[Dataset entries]
※

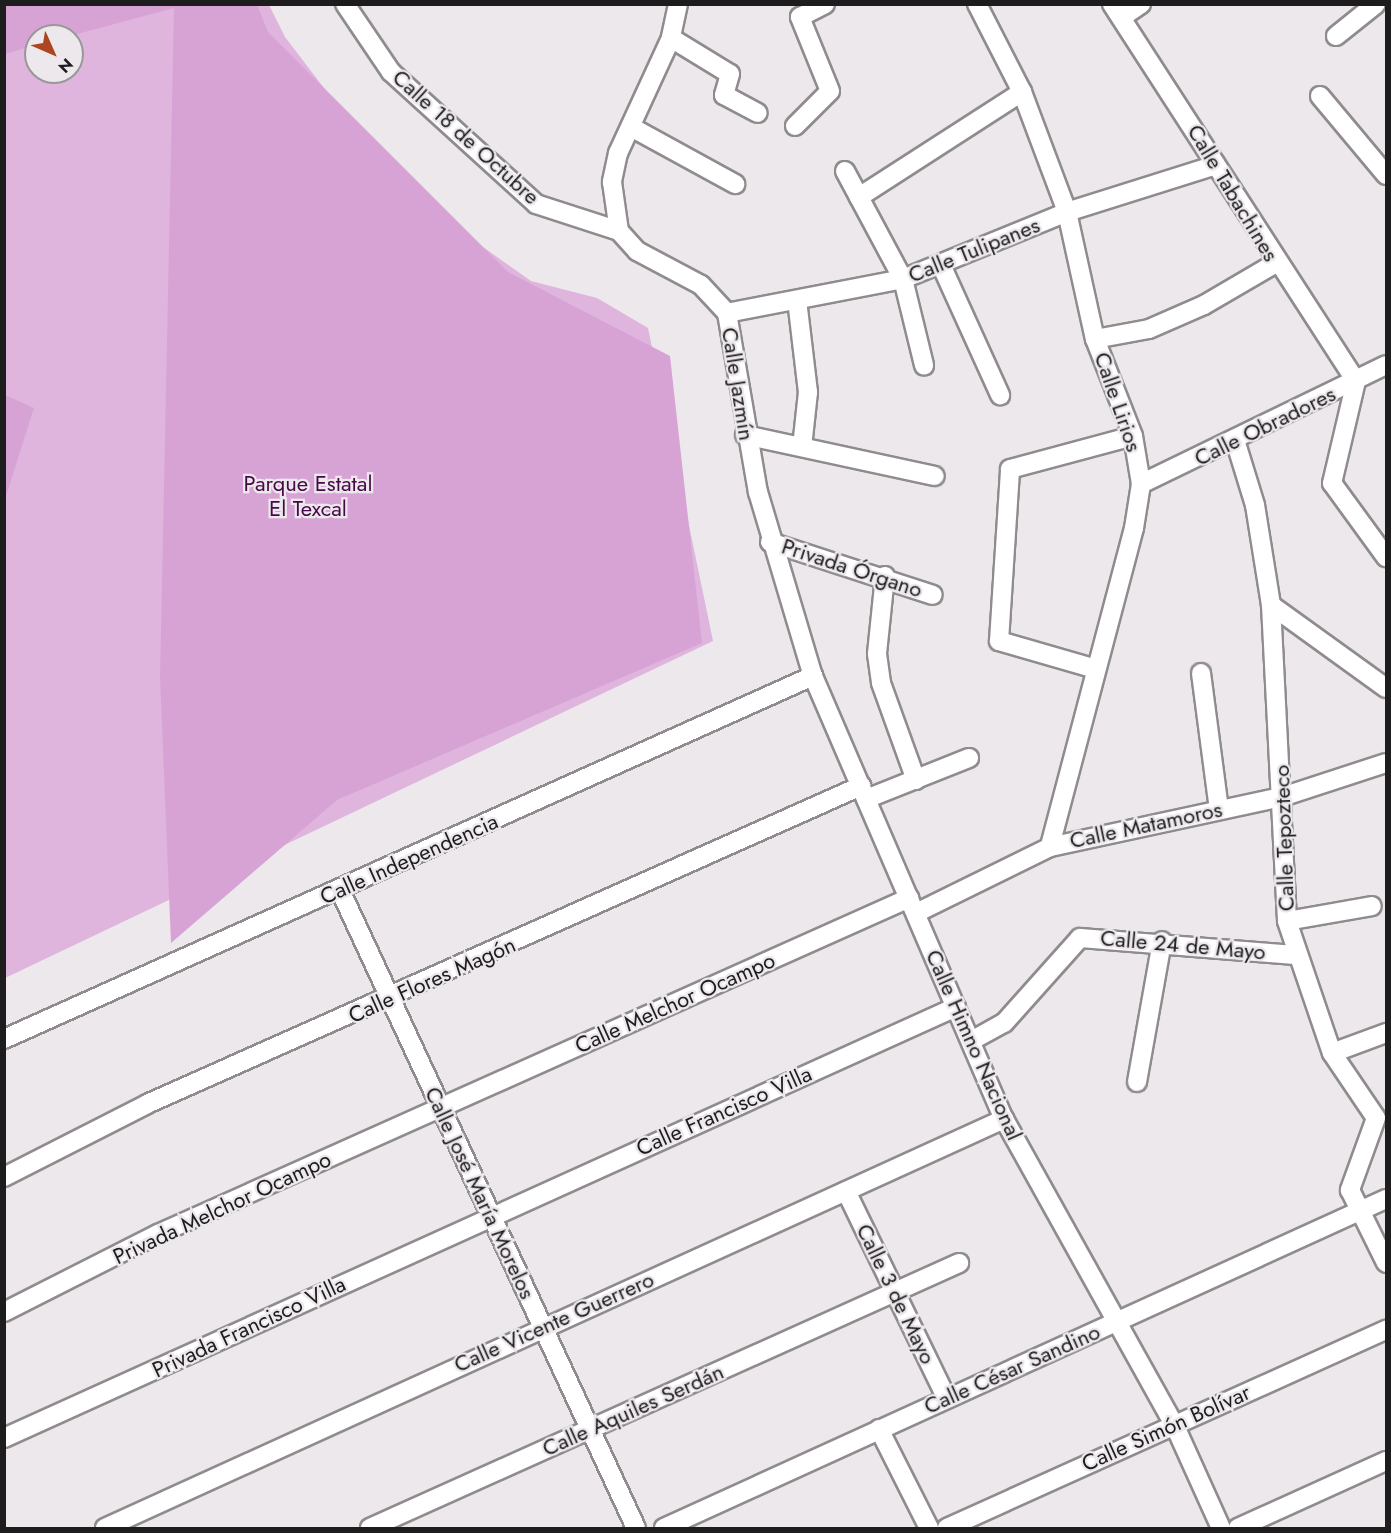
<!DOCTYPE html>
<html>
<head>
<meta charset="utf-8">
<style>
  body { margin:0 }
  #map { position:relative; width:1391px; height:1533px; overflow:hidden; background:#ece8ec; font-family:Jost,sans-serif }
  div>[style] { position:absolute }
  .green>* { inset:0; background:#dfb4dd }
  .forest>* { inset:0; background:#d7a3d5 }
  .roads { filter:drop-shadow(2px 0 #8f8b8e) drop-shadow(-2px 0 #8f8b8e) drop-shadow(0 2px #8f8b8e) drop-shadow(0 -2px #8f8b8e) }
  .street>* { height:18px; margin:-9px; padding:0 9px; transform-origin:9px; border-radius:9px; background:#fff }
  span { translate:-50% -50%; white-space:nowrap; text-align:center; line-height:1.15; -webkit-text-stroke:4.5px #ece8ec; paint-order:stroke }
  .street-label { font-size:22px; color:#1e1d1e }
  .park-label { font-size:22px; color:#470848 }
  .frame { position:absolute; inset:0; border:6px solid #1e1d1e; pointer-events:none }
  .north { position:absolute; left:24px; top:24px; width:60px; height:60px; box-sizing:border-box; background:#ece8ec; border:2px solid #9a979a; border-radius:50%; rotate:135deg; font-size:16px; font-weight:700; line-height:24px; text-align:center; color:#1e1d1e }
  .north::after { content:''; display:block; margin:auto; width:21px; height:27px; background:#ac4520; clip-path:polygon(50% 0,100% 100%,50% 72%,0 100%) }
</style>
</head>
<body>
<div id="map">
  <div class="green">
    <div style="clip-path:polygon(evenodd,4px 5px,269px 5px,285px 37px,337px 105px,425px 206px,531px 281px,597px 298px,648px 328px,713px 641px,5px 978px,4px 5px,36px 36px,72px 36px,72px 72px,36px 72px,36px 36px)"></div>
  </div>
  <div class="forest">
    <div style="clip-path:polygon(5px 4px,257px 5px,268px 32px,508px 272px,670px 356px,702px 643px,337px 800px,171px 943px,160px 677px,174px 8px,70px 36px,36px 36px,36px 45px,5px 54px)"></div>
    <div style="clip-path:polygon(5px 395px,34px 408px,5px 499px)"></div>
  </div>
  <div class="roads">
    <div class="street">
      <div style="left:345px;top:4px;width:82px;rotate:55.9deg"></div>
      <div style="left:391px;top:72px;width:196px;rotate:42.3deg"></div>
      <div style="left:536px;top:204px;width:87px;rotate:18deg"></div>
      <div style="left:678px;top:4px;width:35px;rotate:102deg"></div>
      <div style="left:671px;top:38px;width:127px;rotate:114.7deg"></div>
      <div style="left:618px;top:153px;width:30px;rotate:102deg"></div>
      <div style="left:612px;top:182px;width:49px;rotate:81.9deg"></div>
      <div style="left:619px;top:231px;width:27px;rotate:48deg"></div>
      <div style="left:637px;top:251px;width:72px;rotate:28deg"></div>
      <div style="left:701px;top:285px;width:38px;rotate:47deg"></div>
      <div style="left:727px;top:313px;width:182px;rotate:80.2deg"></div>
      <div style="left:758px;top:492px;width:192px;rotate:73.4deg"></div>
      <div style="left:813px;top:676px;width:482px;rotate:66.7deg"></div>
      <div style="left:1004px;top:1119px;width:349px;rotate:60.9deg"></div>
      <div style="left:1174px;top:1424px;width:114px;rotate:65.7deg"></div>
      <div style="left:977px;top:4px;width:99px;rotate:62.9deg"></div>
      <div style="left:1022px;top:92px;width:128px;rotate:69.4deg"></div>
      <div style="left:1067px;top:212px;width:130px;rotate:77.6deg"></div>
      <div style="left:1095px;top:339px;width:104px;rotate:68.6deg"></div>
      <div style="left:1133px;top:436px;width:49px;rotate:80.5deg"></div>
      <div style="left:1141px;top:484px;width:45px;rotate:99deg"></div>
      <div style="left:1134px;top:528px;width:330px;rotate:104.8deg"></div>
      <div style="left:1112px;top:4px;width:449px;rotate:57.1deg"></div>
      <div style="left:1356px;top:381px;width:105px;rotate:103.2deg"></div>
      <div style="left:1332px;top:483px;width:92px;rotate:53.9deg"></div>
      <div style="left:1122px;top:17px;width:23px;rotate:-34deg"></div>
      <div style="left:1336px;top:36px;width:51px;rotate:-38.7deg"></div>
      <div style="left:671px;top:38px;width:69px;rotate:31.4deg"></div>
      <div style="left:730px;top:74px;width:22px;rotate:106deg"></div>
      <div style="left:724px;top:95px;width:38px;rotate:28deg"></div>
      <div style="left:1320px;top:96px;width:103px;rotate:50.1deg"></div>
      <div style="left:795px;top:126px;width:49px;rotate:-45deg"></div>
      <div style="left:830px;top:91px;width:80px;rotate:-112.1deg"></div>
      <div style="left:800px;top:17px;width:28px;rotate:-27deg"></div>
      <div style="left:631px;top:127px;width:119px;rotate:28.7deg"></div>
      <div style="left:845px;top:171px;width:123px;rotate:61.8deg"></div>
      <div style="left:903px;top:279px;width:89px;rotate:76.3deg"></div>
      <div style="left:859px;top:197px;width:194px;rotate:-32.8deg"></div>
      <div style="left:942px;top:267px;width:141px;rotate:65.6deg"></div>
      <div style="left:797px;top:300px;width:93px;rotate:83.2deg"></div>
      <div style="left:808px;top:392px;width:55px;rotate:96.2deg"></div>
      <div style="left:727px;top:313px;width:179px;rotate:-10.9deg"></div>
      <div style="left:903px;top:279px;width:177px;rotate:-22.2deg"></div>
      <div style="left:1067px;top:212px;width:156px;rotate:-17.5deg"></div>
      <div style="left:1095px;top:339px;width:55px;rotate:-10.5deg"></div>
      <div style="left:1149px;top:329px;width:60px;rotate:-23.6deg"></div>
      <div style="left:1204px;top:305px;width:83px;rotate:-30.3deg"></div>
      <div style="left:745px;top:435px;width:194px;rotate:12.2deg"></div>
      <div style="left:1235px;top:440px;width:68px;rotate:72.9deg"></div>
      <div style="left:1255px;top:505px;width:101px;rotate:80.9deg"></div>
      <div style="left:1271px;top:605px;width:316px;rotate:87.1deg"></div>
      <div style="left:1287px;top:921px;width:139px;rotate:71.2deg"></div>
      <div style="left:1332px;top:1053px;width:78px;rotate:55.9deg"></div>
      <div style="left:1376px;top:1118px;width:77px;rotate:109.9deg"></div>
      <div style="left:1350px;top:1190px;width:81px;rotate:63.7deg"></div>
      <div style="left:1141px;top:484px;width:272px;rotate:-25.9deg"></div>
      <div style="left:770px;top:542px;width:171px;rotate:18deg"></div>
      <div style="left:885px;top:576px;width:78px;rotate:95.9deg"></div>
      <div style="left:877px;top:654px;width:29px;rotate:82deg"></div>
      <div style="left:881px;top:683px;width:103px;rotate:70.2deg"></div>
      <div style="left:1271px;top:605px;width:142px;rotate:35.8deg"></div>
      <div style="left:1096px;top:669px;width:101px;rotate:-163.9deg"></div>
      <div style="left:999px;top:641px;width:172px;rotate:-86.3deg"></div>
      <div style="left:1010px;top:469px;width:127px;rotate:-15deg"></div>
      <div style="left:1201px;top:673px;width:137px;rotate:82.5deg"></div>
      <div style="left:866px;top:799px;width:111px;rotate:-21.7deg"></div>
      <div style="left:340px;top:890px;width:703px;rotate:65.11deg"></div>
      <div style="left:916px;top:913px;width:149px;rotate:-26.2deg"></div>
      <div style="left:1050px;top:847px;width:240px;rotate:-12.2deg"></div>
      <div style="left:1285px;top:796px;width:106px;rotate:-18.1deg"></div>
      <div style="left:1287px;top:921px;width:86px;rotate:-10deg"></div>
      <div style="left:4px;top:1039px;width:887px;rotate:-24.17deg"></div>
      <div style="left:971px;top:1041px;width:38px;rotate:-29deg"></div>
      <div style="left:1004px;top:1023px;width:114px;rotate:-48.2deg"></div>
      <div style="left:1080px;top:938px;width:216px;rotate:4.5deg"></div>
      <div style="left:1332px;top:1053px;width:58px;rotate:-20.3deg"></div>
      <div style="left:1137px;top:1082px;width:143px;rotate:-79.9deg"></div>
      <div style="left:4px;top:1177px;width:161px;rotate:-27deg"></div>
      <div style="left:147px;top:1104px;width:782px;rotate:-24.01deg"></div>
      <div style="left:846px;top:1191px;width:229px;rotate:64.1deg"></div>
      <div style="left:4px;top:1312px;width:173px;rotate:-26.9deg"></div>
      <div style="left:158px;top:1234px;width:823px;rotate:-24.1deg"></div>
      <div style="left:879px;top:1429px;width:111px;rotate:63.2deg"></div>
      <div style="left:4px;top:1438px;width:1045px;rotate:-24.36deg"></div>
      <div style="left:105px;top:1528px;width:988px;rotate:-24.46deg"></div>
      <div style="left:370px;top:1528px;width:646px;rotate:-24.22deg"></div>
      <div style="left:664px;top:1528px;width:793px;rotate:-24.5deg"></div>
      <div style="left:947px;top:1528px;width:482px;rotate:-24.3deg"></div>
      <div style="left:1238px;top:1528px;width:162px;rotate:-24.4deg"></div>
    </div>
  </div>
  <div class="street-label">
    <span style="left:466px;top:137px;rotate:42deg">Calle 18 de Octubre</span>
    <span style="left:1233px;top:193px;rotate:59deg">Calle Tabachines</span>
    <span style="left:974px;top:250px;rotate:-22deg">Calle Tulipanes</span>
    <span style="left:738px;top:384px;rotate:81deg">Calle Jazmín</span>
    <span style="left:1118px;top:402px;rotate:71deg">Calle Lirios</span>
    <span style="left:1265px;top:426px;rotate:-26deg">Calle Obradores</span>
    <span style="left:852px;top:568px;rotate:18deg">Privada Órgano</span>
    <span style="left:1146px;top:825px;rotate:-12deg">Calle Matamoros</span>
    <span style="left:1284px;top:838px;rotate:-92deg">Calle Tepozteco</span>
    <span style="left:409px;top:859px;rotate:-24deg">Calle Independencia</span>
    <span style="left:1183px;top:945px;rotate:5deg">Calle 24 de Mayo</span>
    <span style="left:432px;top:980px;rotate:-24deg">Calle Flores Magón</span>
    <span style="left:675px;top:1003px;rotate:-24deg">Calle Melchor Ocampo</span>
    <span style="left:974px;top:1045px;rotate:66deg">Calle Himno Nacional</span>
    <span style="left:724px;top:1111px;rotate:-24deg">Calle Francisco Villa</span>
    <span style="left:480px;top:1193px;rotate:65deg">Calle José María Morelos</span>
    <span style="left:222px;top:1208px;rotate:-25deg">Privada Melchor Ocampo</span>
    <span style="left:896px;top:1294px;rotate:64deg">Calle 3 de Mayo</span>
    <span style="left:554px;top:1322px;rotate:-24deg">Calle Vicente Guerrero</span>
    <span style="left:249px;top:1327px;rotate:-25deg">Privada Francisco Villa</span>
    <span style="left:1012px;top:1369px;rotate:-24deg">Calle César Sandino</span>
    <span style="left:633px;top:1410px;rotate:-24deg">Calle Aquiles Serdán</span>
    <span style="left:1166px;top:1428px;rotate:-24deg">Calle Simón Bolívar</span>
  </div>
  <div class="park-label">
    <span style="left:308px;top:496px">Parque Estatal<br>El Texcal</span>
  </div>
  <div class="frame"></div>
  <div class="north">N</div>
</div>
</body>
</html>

※

TO DO: Print the data above verbatim from the first line through the line holding "position:relative; width:1391px; height:1533px;", leaving every picture out.

ANSWER SPACE:
<!DOCTYPE html>
<html>
<head>
<meta charset="utf-8">
<style>
  body { margin:0 }
  #map { position:relative; width:1391px; height:1533px; overflow:hidden; background:#ece8ec; font-family:Jost,sans-serif }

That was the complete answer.